Records for this task below:

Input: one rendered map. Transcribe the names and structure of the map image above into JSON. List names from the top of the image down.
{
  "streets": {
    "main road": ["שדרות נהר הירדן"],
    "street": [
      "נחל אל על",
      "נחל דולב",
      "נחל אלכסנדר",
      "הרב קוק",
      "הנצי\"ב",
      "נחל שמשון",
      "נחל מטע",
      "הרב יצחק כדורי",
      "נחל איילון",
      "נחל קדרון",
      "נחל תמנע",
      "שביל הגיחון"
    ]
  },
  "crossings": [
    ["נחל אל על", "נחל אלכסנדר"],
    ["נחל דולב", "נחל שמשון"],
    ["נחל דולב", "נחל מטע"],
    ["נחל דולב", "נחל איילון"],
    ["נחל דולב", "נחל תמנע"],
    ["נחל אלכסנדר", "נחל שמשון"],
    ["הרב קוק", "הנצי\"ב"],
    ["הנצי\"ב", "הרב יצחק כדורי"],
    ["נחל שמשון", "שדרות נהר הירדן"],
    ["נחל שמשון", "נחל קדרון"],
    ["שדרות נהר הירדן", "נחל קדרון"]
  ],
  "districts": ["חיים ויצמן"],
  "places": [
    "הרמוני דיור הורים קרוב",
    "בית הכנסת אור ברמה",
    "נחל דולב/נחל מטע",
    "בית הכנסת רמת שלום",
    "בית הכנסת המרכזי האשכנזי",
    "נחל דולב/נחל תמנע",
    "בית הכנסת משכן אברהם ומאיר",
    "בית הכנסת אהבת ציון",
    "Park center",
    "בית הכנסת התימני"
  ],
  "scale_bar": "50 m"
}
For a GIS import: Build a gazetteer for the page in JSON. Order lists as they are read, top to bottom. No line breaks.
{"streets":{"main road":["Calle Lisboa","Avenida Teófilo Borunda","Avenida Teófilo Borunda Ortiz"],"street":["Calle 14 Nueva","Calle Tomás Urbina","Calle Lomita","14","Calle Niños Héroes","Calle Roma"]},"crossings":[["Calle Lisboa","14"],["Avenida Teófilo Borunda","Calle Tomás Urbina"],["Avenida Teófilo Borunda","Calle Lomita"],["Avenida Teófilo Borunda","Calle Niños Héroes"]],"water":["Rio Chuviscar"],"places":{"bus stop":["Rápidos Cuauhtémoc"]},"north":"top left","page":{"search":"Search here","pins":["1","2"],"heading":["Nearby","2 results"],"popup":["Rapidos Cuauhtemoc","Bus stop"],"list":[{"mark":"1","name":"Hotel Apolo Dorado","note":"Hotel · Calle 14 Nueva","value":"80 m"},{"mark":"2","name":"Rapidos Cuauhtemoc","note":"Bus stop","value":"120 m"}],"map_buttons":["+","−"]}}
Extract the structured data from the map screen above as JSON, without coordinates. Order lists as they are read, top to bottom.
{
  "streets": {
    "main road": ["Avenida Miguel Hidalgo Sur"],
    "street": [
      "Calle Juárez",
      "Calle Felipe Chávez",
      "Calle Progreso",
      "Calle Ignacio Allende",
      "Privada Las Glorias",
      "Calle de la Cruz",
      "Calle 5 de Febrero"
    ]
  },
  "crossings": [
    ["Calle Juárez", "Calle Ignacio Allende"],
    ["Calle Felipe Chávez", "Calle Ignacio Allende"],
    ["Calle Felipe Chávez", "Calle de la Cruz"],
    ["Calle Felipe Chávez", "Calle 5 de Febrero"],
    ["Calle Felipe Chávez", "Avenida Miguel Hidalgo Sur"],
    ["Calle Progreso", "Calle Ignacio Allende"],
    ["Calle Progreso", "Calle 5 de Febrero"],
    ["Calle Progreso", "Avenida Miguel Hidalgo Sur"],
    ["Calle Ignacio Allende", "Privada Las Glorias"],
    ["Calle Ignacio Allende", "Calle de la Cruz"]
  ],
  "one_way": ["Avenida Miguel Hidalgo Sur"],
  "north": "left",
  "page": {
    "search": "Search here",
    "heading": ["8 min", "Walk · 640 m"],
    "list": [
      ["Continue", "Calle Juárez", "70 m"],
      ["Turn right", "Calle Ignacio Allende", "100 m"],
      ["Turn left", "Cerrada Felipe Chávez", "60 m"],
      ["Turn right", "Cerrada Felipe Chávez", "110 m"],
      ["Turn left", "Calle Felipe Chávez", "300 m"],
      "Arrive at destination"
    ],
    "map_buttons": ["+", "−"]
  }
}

End of Records for this task.

▶ What is being asked:
Nothing in the records should change when you repeat them all.

▶ Result of this task:
Input: one rendered map. Transcribe the names and structure of the map image above into JSON. List names from the top of the image down.
{
  "streets": {
    "main road": ["שדרות נהר הירדן"],
    "street": [
      "נחל אל על",
      "נחל דולב",
      "נחל אלכסנדר",
      "הרב קוק",
      "הנצי\"ב",
      "נחל שמשון",
      "נחל מטע",
      "הרב יצחק כדורי",
      "נחל איילון",
      "נחל קדרון",
      "נחל תמנע",
      "שביל הגיחון"
    ]
  },
  "crossings": [
    ["נחל אל על", "נחל אלכסנדר"],
    ["נחל דולב", "נחל שמשון"],
    ["נחל דולב", "נחל מטע"],
    ["נחל דולב", "נחל איילון"],
    ["נחל דולב", "נחל תמנע"],
    ["נחל אלכסנדר", "נחל שמשון"],
    ["הרב קוק", "הנצי\"ב"],
    ["הנצי\"ב", "הרב יצחק כדורי"],
    ["נחל שמשון", "שדרות נהר הירדן"],
    ["נחל שמשון", "נחל קדרון"],
    ["שדרות נהר הירדן", "נחל קדרון"]
  ],
  "districts": ["חיים ויצמן"],
  "places": [
    "הרמוני דיור הורים קרוב",
    "בית הכנסת אור ברמה",
    "נחל דולב/נחל מטע",
    "בית הכנסת רמת שלום",
    "בית הכנסת המרכזי האשכנזי",
    "נחל דולב/נחל תמנע",
    "בית הכנסת משכן אברהם ומאיר",
    "בית הכנסת אהבת ציון",
    "Park center",
    "בית הכנסת התימני"
  ],
  "scale_bar": "50 m"
}
For a GIS import: Build a gazetteer for the page in JSON. Order lists as they are read, top to bottom. No line breaks.
{"streets":{"main road":["Calle Lisboa","Avenida Teófilo Borunda","Avenida Teófilo Borunda Ortiz"],"street":["Calle 14 Nueva","Calle Tomás Urbina","Calle Lomita","14","Calle Niños Héroes","Calle Roma"]},"crossings":[["Calle Lisboa","14"],["Avenida Teófilo Borunda","Calle Tomás Urbina"],["Avenida Teófilo Borunda","Calle Lomita"],["Avenida Teófilo Borunda","Calle Niños Héroes"]],"water":["Rio Chuviscar"],"places":{"bus stop":["Rápidos Cuauhtémoc"]},"north":"top left","page":{"search":"Search here","pins":["1","2"],"heading":["Nearby","2 results"],"popup":["Rapidos Cuauhtemoc","Bus stop"],"list":[{"mark":"1","name":"Hotel Apolo Dorado","note":"Hotel · Calle 14 Nueva","value":"80 m"},{"mark":"2","name":"Rapidos Cuauhtemoc","note":"Bus stop","value":"120 m"}],"map_buttons":["+","−"]}}
Extract the structured data from the map screen above as JSON, without coordinates. Order lists as they are read, top to bottom.
{
  "streets": {
    "main road": ["Avenida Miguel Hidalgo Sur"],
    "street": [
      "Calle Juárez",
      "Calle Felipe Chávez",
      "Calle Progreso",
      "Calle Ignacio Allende",
      "Privada Las Glorias",
      "Calle de la Cruz",
      "Calle 5 de Febrero"
    ]
  },
  "crossings": [
    ["Calle Juárez", "Calle Ignacio Allende"],
    ["Calle Felipe Chávez", "Calle Ignacio Allende"],
    ["Calle Felipe Chávez", "Calle de la Cruz"],
    ["Calle Felipe Chávez", "Calle 5 de Febrero"],
    ["Calle Felipe Chávez", "Avenida Miguel Hidalgo Sur"],
    ["Calle Progreso", "Calle Ignacio Allende"],
    ["Calle Progreso", "Calle 5 de Febrero"],
    ["Calle Progreso", "Avenida Miguel Hidalgo Sur"],
    ["Calle Ignacio Allende", "Privada Las Glorias"],
    ["Calle Ignacio Allende", "Calle de la Cruz"]
  ],
  "one_way": ["Avenida Miguel Hidalgo Sur"],
  "north": "left",
  "page": {
    "search": "Search here",
    "heading": ["8 min", "Walk · 640 m"],
    "list": [
      ["Continue", "Calle Juárez", "70 m"],
      ["Turn right", "Calle Ignacio Allende", "100 m"],
      ["Turn left", "Cerrada Felipe Chávez", "60 m"],
      ["Turn right", "Cerrada Felipe Chávez", "110 m"],
      ["Turn left", "Calle Felipe Chávez", "300 m"],
      "Arrive at destination"
    ],
    "map_buttons": ["+", "−"]
  }
}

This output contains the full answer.